Almost everything I've read says hard water = good, okay I'll use tap water, chlorine = bad, so I use filtered tap water. But if my filter removes chlorine - which I sure hope it does - is the water then too soft? Some people report their water kefir thrives on their city water, without any changes required, cool maybe I can use filtered tap water. Bah! this living healthy thing is giving me a migraine.
Chlorine can be removed by boiling 15 minutes OR run in a blender for 15 minutes. If I run my blender for 15 minutes, I will likely be deaf and have a burnt out blender. If I boil water for 15 minutes, I'm not sure there'd be any water left.
I ended up splitting the grains in half just to see which kind of water worked better. So two tablespoons of grains went in bottled spring water plus 1/6 cup sugar 1/2 tablespoon organic sucanat. The rest of the grains went in cooled boiled filtered tap water with the same sugar and grain combo. 20ish hours later there's a significant difference between the grains.

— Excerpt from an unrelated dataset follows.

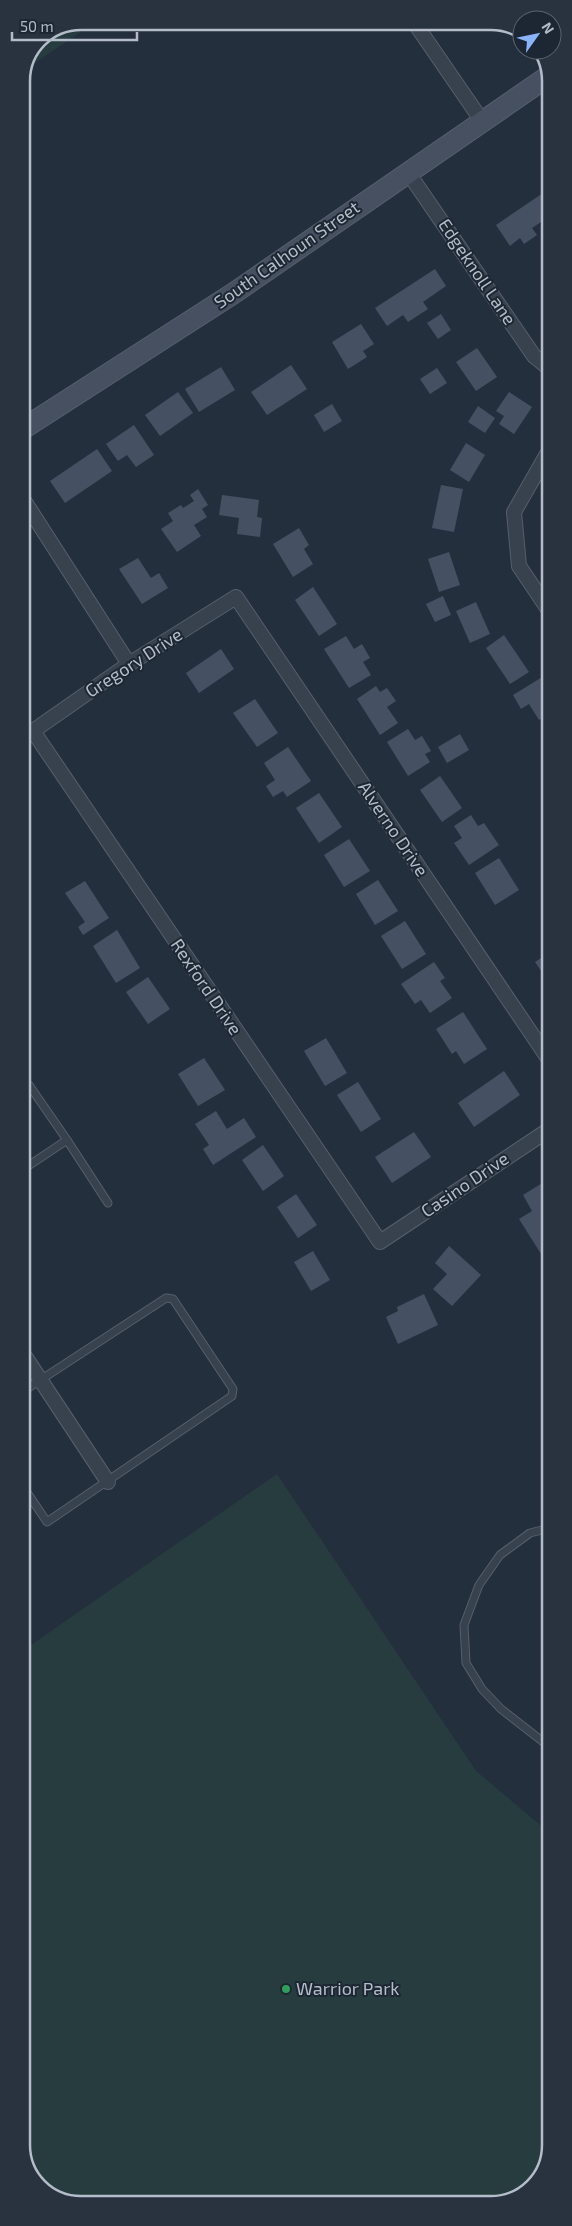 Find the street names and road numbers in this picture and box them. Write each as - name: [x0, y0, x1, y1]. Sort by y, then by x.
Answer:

The spring water grains are round and fluffy looking with more floaty type activity going on. The grains in the left jar just look sad. So I dumped the grains into my nylony coffee filter and since I'm out of bottled water, put plain ole tap water in with more sugar. I'm afraid the chlorine and possible floride in the water may not be good for the grains, but hopefully it isn't worse than the boiled filtered water I tried first.
I think kefir lady's directions said we can put minerals etc back into filtered water... that sounds a little more economic than buying bottled water for the rest of my grains' lives.